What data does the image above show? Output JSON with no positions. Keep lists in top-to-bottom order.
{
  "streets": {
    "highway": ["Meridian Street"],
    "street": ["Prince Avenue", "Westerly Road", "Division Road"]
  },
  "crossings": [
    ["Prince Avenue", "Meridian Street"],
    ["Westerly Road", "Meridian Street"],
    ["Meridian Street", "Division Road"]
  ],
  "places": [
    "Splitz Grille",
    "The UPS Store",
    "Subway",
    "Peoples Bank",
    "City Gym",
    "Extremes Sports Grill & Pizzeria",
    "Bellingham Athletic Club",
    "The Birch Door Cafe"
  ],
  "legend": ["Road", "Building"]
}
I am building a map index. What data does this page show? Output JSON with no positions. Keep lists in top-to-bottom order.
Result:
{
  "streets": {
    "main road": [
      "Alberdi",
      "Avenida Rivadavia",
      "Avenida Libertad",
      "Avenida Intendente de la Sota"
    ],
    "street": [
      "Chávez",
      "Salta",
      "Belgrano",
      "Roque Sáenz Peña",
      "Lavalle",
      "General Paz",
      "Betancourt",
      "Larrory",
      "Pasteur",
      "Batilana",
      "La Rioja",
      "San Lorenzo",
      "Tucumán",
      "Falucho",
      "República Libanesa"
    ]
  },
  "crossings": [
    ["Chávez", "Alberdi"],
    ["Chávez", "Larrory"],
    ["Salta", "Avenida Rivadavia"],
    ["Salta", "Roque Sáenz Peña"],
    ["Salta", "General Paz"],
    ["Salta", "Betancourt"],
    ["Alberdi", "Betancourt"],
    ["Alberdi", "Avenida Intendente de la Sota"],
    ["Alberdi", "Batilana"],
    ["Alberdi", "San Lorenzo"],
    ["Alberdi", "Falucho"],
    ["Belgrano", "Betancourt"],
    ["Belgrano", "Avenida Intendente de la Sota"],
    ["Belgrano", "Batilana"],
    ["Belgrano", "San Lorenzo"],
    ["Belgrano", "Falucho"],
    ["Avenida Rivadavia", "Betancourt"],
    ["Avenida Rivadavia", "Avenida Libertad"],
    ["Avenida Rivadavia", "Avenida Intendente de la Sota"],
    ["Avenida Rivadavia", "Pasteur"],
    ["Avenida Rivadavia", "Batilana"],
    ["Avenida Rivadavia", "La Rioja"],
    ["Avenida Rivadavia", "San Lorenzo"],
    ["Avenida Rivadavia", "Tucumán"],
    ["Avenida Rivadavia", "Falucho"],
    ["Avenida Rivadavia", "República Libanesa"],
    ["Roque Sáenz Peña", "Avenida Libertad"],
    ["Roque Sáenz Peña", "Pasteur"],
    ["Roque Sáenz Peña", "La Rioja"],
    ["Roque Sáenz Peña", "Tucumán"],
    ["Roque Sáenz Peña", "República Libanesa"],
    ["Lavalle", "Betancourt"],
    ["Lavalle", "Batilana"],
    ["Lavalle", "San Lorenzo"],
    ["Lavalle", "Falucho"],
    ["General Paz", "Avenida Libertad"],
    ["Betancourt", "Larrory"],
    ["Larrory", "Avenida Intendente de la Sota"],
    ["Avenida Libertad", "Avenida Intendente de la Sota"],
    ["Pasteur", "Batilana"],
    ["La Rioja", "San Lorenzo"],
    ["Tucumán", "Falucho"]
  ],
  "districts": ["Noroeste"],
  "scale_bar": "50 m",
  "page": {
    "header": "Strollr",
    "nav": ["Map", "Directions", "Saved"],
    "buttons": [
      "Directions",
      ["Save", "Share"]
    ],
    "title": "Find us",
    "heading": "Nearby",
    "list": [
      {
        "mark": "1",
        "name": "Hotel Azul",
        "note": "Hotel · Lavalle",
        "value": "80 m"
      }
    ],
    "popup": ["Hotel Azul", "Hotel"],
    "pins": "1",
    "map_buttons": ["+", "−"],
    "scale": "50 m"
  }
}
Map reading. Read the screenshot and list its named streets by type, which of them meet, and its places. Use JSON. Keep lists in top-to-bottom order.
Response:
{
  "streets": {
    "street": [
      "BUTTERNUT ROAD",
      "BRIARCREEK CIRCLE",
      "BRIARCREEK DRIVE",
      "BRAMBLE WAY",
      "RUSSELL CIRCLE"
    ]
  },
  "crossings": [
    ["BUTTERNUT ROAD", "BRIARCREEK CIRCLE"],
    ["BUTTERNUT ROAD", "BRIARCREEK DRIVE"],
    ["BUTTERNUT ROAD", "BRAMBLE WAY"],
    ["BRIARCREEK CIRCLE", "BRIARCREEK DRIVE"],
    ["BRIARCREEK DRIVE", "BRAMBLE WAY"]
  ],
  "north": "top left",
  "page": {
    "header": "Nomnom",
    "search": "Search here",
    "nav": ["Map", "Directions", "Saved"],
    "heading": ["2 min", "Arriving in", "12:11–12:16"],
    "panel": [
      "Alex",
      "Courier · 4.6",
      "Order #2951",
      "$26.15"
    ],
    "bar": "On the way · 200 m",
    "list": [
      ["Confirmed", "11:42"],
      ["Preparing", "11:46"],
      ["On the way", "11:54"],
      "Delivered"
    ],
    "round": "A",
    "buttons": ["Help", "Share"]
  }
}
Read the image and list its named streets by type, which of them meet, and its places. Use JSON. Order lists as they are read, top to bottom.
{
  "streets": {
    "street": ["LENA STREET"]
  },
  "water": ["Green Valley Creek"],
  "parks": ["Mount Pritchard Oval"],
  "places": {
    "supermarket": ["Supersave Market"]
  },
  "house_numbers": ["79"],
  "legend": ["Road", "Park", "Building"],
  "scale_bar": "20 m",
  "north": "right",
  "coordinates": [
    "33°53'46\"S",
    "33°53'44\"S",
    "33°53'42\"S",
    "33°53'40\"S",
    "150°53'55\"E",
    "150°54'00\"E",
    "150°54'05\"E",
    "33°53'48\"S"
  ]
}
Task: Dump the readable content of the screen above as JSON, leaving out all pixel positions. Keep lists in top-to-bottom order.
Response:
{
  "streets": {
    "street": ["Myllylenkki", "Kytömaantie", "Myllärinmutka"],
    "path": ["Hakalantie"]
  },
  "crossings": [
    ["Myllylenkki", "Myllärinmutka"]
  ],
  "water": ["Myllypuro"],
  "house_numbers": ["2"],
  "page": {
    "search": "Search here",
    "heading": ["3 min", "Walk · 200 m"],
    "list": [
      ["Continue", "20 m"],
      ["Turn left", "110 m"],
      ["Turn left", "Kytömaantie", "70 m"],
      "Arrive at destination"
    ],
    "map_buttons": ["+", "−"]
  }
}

########

Required work: Word for word, reproduce the listing from its first line through the line that has "I am building" in it, and go no further.

Solution to this problem:
What data does the image above show? Output JSON with no positions. Keep lists in top-to-bottom order.
{
  "streets": {
    "highway": ["Meridian Street"],
    "street": ["Prince Avenue", "Westerly Road", "Division Road"]
  },
  "crossings": [
    ["Prince Avenue", "Meridian Street"],
    ["Westerly Road", "Meridian Street"],
    ["Meridian Street", "Division Road"]
  ],
  "places": [
    "Splitz Grille",
    "The UPS Store",
    "Subway",
    "Peoples Bank",
    "City Gym",
    "Extremes Sports Grill & Pizzeria",
    "Bellingham Athletic Club",
    "The Birch Door Cafe"
  ],
  "legend": ["Road", "Building"]
}
I am building a map index. What data does this page show? Output JSON with no positions. Keep lists in top-to-bottom order.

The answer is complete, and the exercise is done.